# Ladybug Help



## That Marshal Fangirl (Mar 6, 2018)

Hello!  I'm in great need of purple and navy ladybugs, particularly navy.  If anyone is done and could share I'd be so grateful.  Just post your ID and I'll add you.  Thanks!


----------



## Sundance99 (Mar 6, 2018)

Hi!  I don’t have any ready yet but will have another batch in about an hour.  I’m done with the event so I don’t need anything back.  

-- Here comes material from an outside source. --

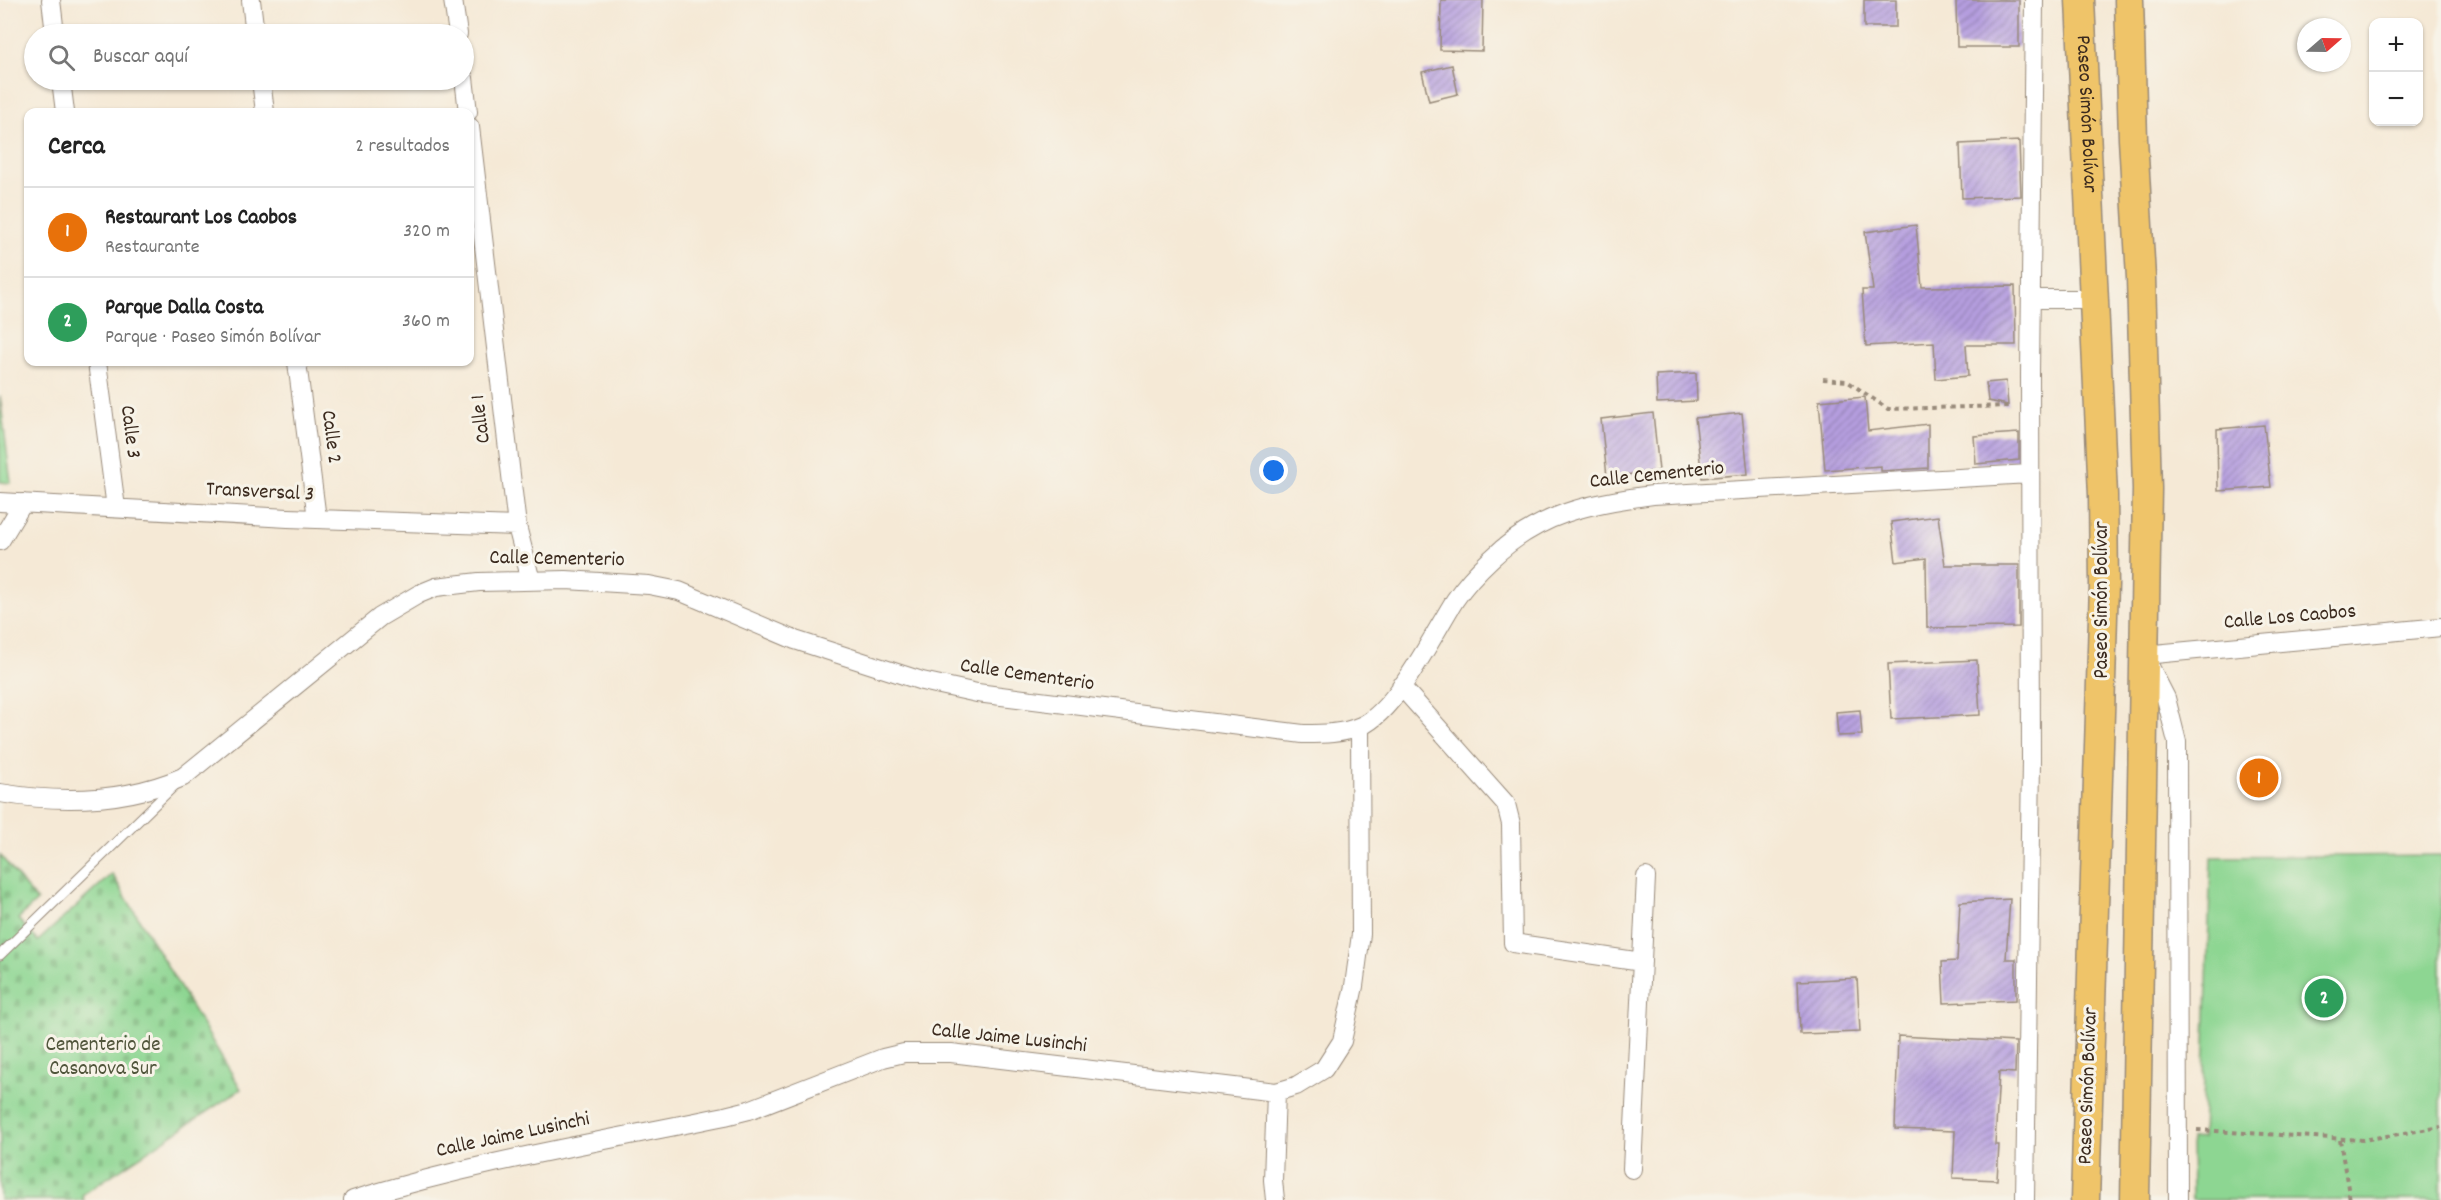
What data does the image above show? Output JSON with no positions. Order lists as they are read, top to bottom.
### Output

My id is 4054 7461 058, name is Sundance.


----------



## That Marshal Fangirl (Mar 6, 2018)

Sundance99 said:


> Hi!  I don’t have any ready yet but will have another batch in about an hour.  I’m done with the event so I don’t need anything back.
> 
> My id is 4054 7461 058, name is Sundance.



Noted.  Adding you!


----------



## Sundance99 (Mar 6, 2018)

ThatOneMarshalFangirl said:


> Noted.  Adding you!



Got it!  Should have ladybugs for you in about an hour!


----------



## Sundance99 (Mar 6, 2018)

Done!


----------



## That Marshal Fangirl (Mar 6, 2018)

Sundance99 said:


> Done!



Thanks so much!


----------



## Bcat (Mar 6, 2018)

ILl give you all the purple and navy I can! 
I’m very low on navy myself, but I’ll try to give you what I can!


----------



## That Marshal Fangirl (Mar 7, 2018)

Bcat said:


> ILl give you all the purple and navy I can!
> I’m very low on navy myself, but I’ll try to give you what I can!



Thank you bby.  You're so sweet. <3


----------